§ **Information supplied**:
────────────────────────────────────────

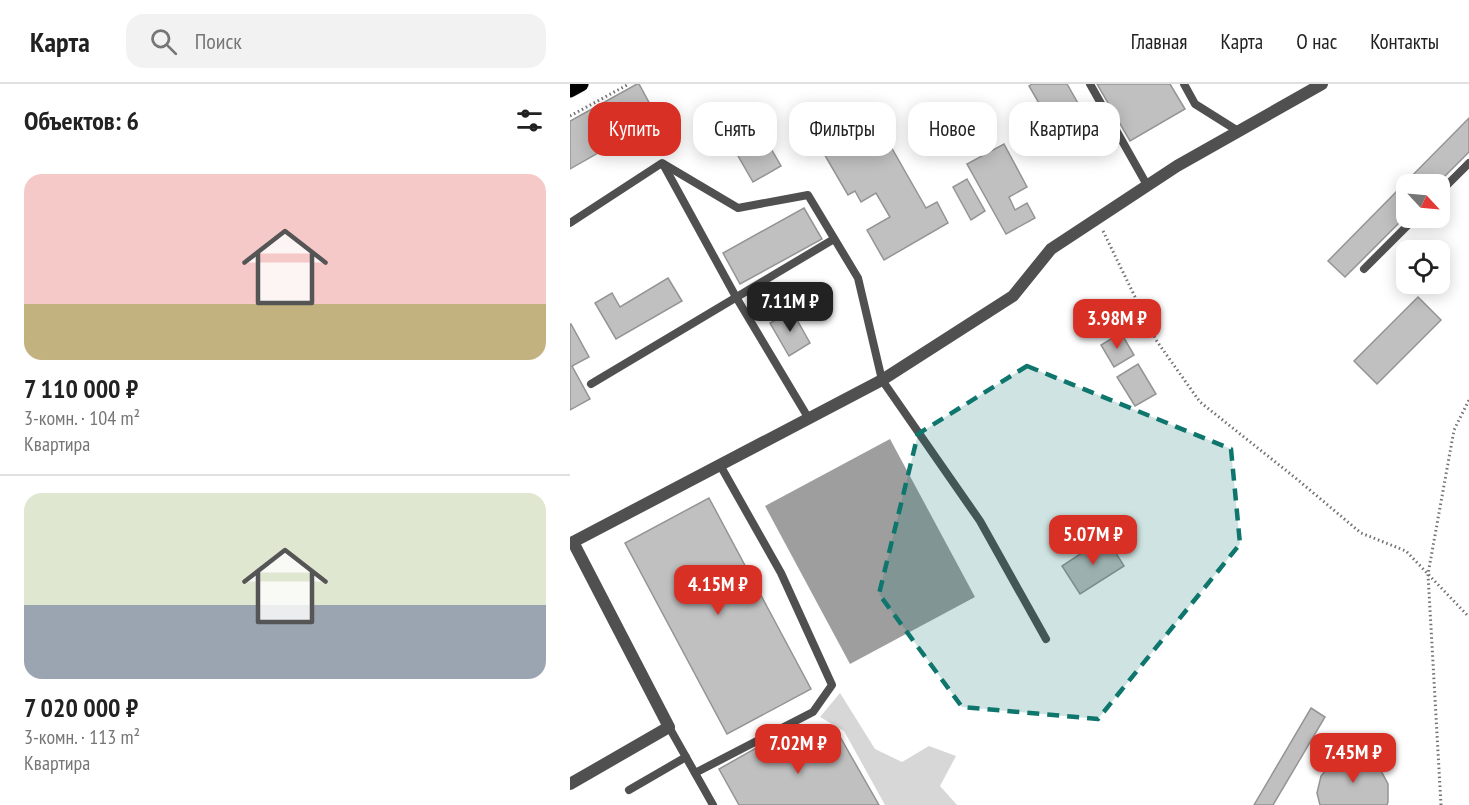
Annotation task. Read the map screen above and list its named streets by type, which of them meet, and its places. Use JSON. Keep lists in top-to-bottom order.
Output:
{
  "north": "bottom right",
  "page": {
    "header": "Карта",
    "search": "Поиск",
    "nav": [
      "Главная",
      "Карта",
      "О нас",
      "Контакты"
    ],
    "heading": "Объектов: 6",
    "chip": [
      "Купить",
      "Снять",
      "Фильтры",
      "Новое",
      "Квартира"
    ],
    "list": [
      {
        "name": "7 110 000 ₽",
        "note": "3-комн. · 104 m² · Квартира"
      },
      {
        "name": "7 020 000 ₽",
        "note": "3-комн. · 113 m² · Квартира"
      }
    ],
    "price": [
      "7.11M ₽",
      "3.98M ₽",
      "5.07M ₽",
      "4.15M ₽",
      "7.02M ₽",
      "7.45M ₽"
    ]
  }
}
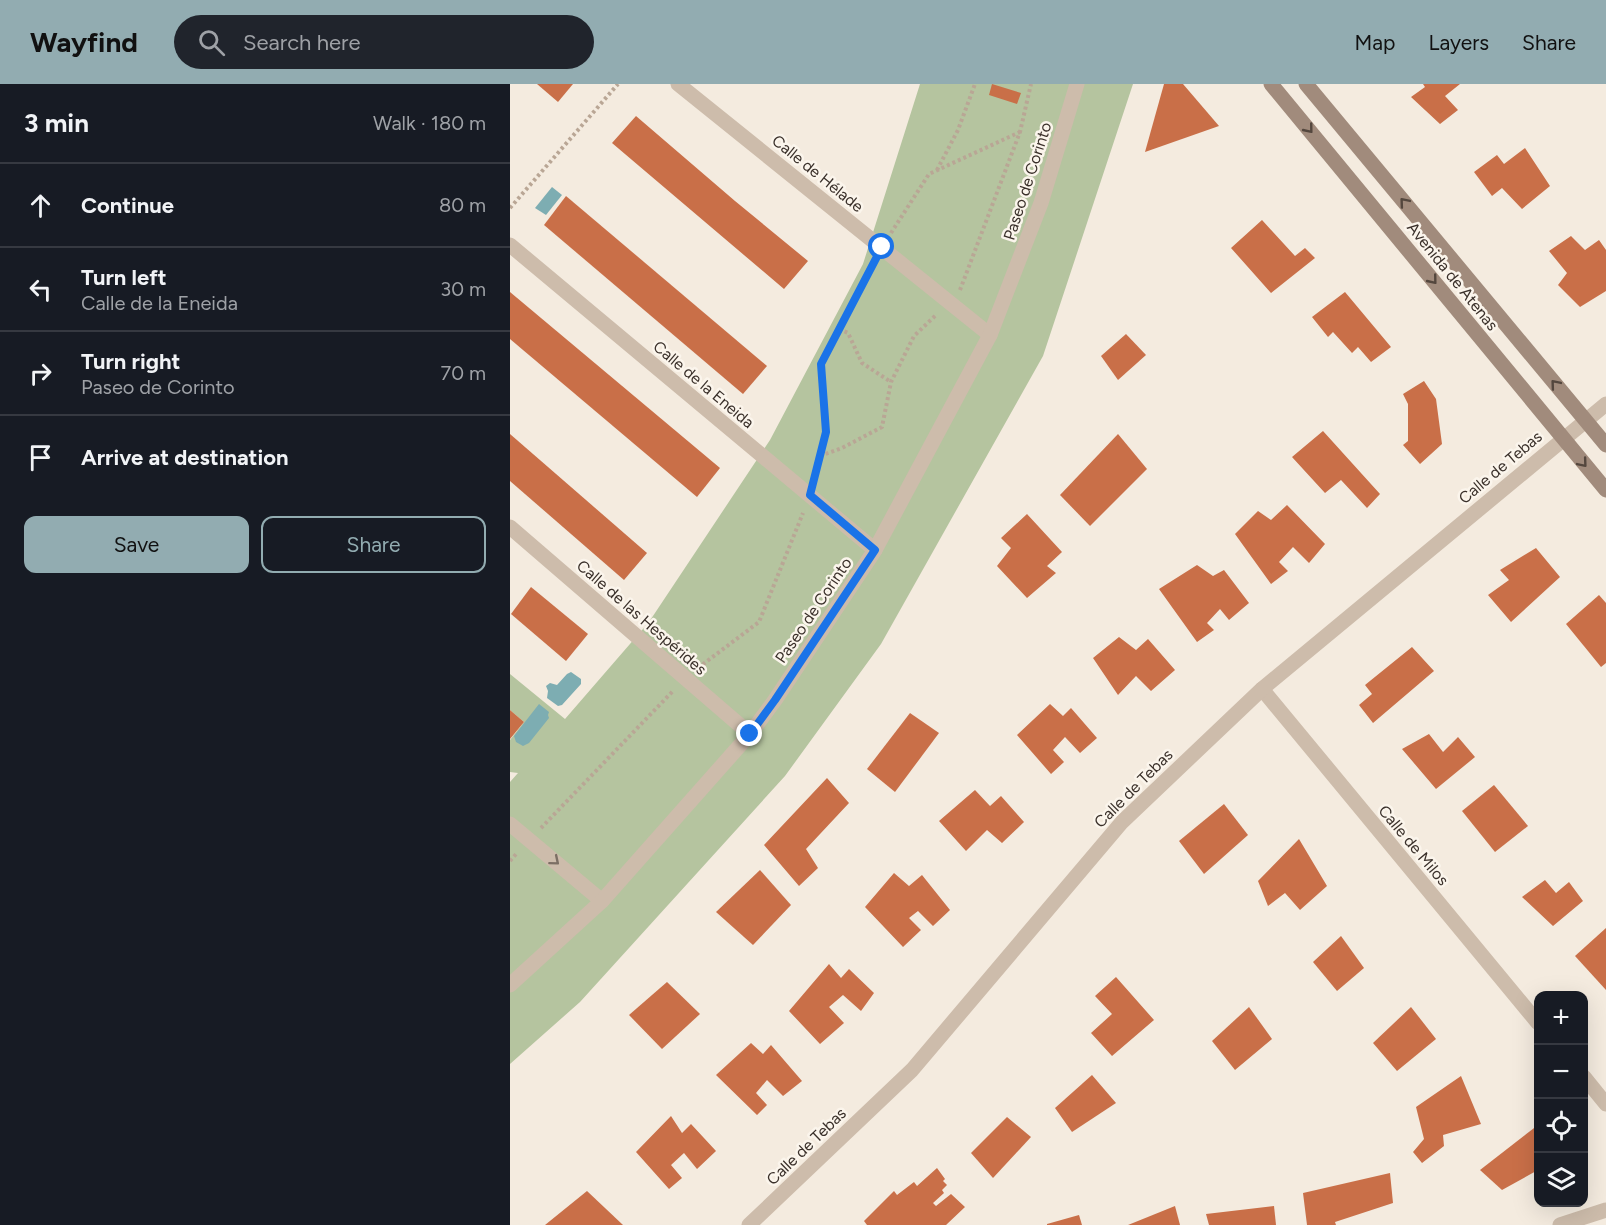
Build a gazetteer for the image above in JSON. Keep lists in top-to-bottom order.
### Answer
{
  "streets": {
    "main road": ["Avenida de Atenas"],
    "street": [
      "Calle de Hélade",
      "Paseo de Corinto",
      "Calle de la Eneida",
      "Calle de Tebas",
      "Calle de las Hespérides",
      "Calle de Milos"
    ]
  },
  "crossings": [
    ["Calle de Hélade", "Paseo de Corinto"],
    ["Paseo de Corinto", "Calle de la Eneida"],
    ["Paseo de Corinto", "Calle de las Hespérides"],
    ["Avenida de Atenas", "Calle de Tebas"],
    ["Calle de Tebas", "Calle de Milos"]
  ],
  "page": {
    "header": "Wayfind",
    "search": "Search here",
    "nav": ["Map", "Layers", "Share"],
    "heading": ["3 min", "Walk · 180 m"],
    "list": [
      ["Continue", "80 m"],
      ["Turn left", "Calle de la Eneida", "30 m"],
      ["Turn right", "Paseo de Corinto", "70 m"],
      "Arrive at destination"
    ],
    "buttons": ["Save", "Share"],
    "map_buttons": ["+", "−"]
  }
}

────────────────────────────────────────

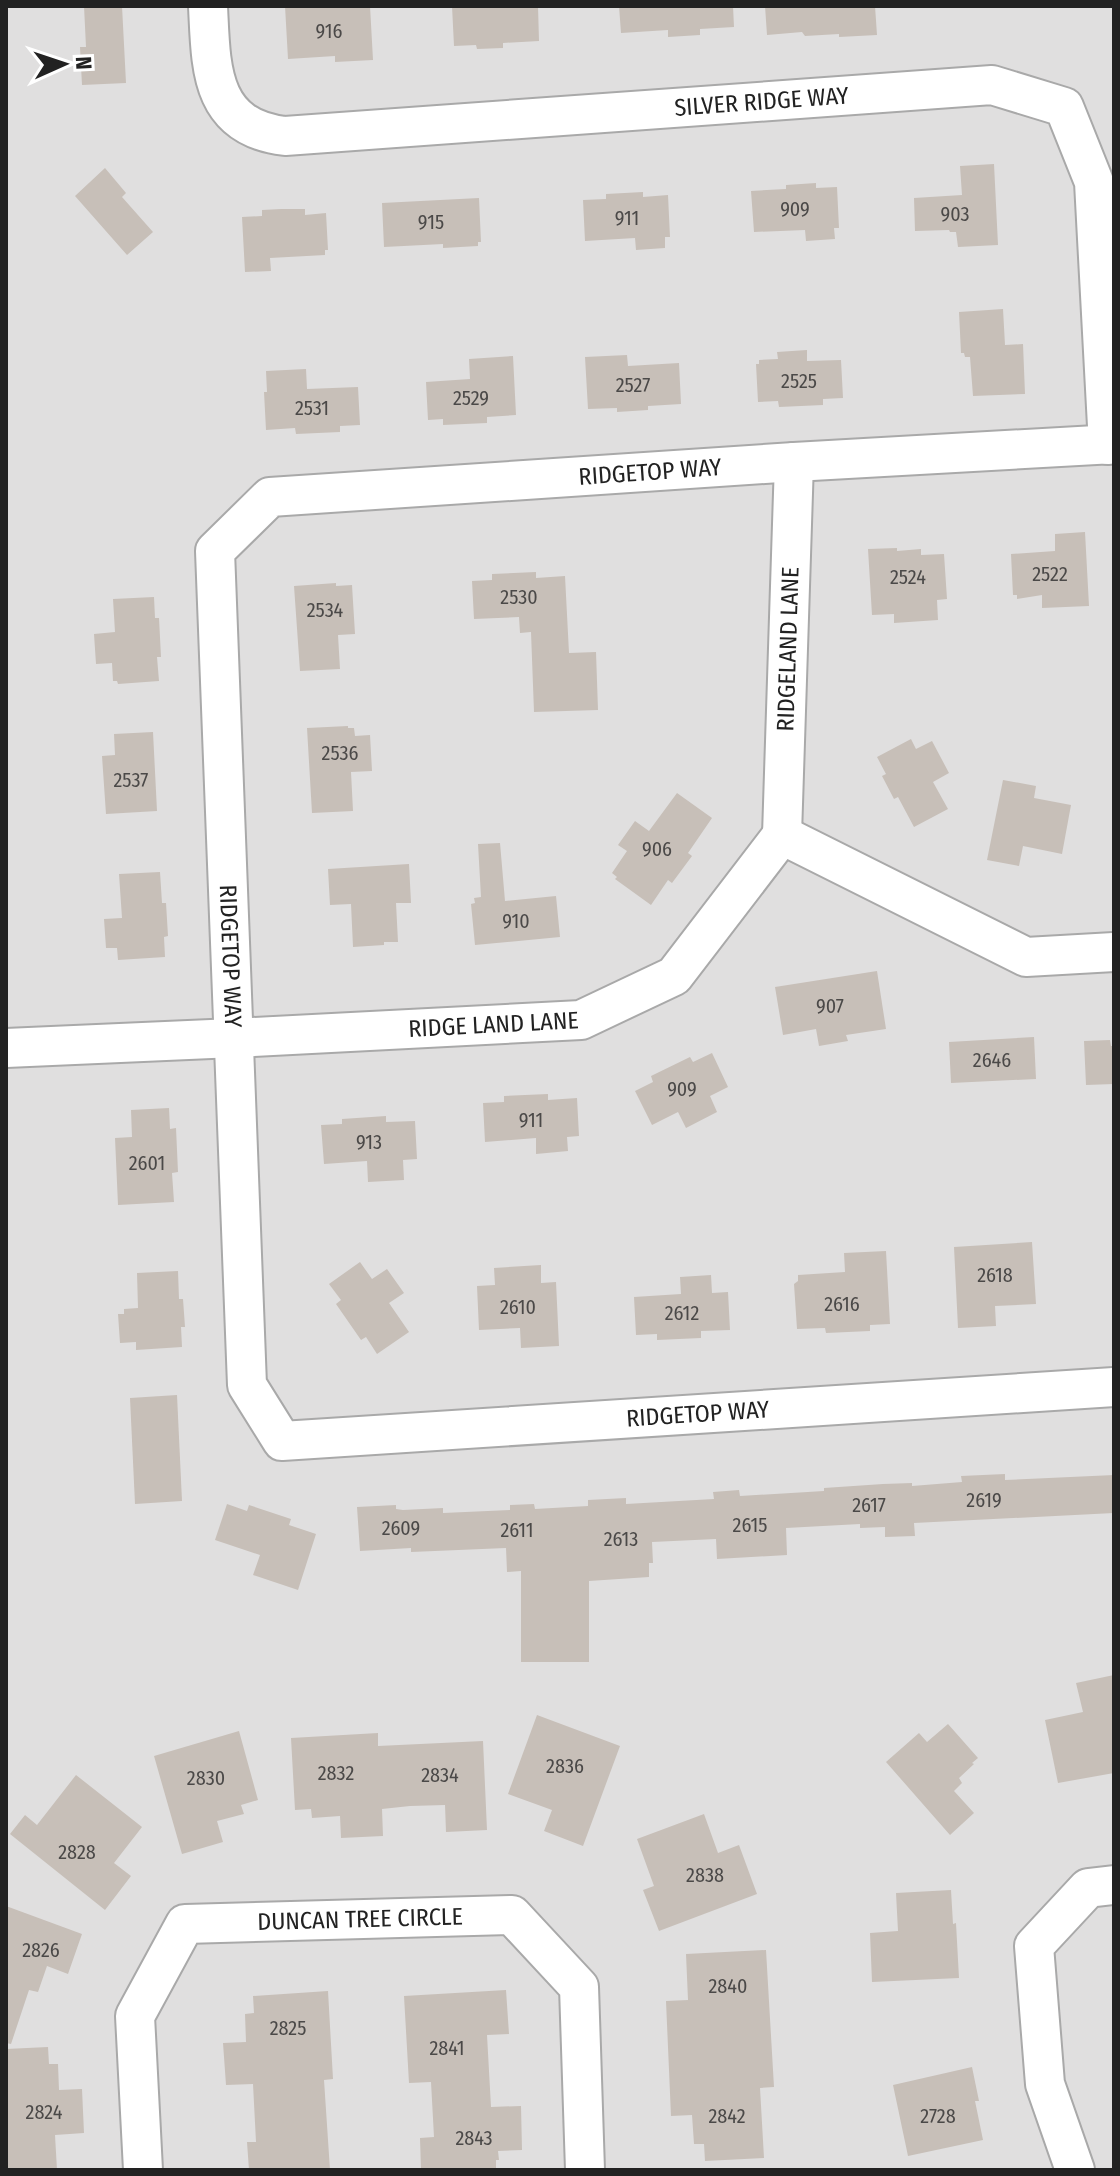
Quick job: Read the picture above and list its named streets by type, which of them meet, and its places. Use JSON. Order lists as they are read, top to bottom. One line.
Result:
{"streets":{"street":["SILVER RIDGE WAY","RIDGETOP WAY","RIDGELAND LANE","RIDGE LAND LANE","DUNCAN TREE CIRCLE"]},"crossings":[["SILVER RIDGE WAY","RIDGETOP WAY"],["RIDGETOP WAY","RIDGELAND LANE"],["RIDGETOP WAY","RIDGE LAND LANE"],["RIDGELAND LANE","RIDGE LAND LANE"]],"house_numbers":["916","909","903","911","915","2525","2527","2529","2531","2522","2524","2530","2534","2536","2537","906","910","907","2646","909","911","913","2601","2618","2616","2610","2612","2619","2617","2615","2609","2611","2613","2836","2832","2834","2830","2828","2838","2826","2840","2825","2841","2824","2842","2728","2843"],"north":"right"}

────────────────────────────────────────

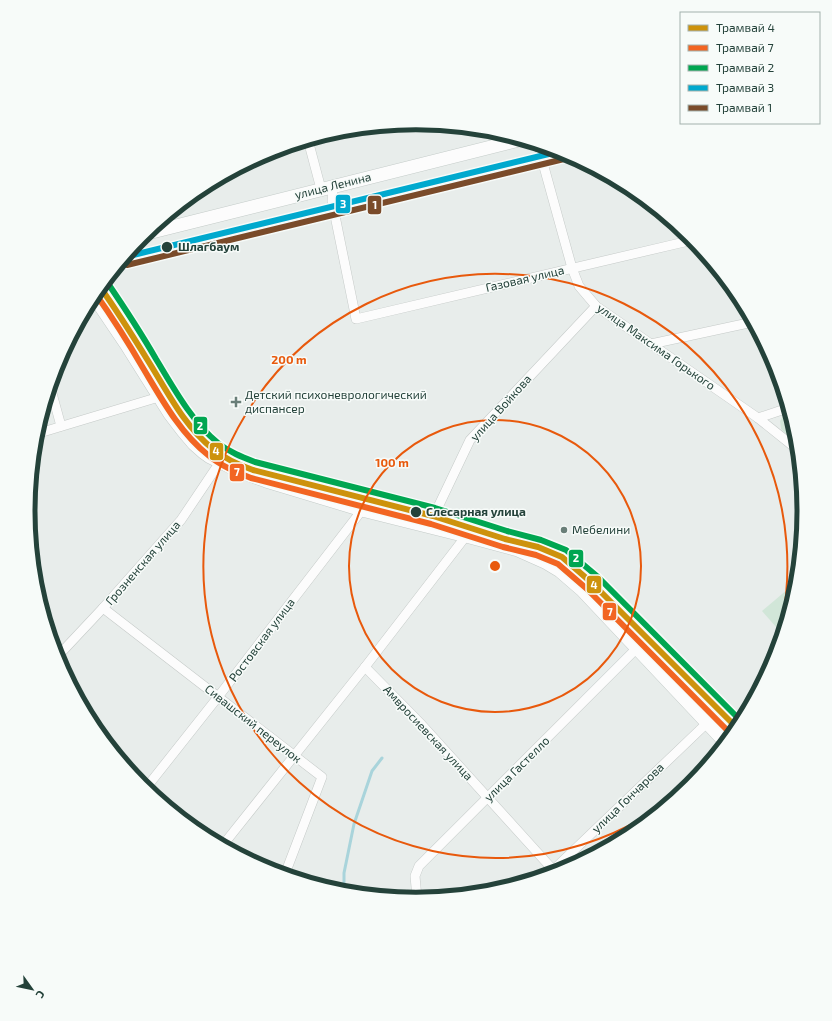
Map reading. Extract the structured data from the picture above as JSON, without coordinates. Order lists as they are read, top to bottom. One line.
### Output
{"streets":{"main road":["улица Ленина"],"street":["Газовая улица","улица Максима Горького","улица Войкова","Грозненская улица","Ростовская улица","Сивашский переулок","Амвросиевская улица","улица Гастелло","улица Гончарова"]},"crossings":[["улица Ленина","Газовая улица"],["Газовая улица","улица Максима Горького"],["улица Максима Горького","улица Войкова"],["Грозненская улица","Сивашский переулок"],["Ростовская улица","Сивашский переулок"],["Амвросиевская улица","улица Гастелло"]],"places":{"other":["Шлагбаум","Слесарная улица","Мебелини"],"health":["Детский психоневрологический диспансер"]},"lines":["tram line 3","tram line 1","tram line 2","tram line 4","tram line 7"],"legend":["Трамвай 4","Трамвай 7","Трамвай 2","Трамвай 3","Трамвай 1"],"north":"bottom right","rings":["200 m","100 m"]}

────────────────────────────────────────

§ **What you have to do**: Going through the records, work out how many lines contain the word "which". Please answer with the number only.

§ **Answer space**: 2